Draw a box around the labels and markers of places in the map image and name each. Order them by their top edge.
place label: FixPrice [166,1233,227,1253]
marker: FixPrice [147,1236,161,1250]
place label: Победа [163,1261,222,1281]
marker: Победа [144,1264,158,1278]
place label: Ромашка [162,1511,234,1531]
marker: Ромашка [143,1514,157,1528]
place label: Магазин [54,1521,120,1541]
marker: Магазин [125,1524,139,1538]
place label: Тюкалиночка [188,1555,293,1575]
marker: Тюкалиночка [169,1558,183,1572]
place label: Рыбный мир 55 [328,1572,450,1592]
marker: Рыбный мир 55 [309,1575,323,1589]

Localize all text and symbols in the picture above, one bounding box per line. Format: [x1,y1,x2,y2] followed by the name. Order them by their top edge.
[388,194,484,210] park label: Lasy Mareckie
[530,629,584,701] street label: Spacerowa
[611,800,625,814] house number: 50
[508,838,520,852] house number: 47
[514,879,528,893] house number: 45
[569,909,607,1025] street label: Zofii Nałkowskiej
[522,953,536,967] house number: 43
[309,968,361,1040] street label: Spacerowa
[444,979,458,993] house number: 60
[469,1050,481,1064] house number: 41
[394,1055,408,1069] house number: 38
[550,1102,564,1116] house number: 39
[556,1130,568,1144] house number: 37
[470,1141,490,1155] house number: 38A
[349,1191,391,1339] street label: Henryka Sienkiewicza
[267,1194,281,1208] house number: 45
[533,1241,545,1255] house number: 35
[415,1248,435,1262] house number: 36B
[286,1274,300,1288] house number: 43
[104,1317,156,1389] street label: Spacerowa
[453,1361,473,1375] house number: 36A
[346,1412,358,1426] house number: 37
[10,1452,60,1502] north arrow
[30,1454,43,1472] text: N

§ ASSIGNED TASK: Restate the whole listing word for word so that no line differs from the original.

§ TASK ANSWER:
Draw a box around the labels and markers of places in the map image and name each. Order them by their top edge.
place label: FixPrice [166,1233,227,1253]
marker: FixPrice [147,1236,161,1250]
place label: Победа [163,1261,222,1281]
marker: Победа [144,1264,158,1278]
place label: Ромашка [162,1511,234,1531]
marker: Ромашка [143,1514,157,1528]
place label: Магазин [54,1521,120,1541]
marker: Магазин [125,1524,139,1538]
place label: Тюкалиночка [188,1555,293,1575]
marker: Тюкалиночка [169,1558,183,1572]
place label: Рыбный мир 55 [328,1572,450,1592]
marker: Рыбный мир 55 [309,1575,323,1589]

Localize all text and symbols in the picture above, one bounding box per line. Format: [x1,y1,x2,y2] followed by the name. Order them by their top edge.
[388,194,484,210] park label: Lasy Mareckie
[530,629,584,701] street label: Spacerowa
[611,800,625,814] house number: 50
[508,838,520,852] house number: 47
[514,879,528,893] house number: 45
[569,909,607,1025] street label: Zofii Nałkowskiej
[522,953,536,967] house number: 43
[309,968,361,1040] street label: Spacerowa
[444,979,458,993] house number: 60
[469,1050,481,1064] house number: 41
[394,1055,408,1069] house number: 38
[550,1102,564,1116] house number: 39
[556,1130,568,1144] house number: 37
[470,1141,490,1155] house number: 38A
[349,1191,391,1339] street label: Henryka Sienkiewicza
[267,1194,281,1208] house number: 45
[533,1241,545,1255] house number: 35
[415,1248,435,1262] house number: 36B
[286,1274,300,1288] house number: 43
[104,1317,156,1389] street label: Spacerowa
[453,1361,473,1375] house number: 36A
[346,1412,358,1426] house number: 37
[10,1452,60,1502] north arrow
[30,1454,43,1472] text: N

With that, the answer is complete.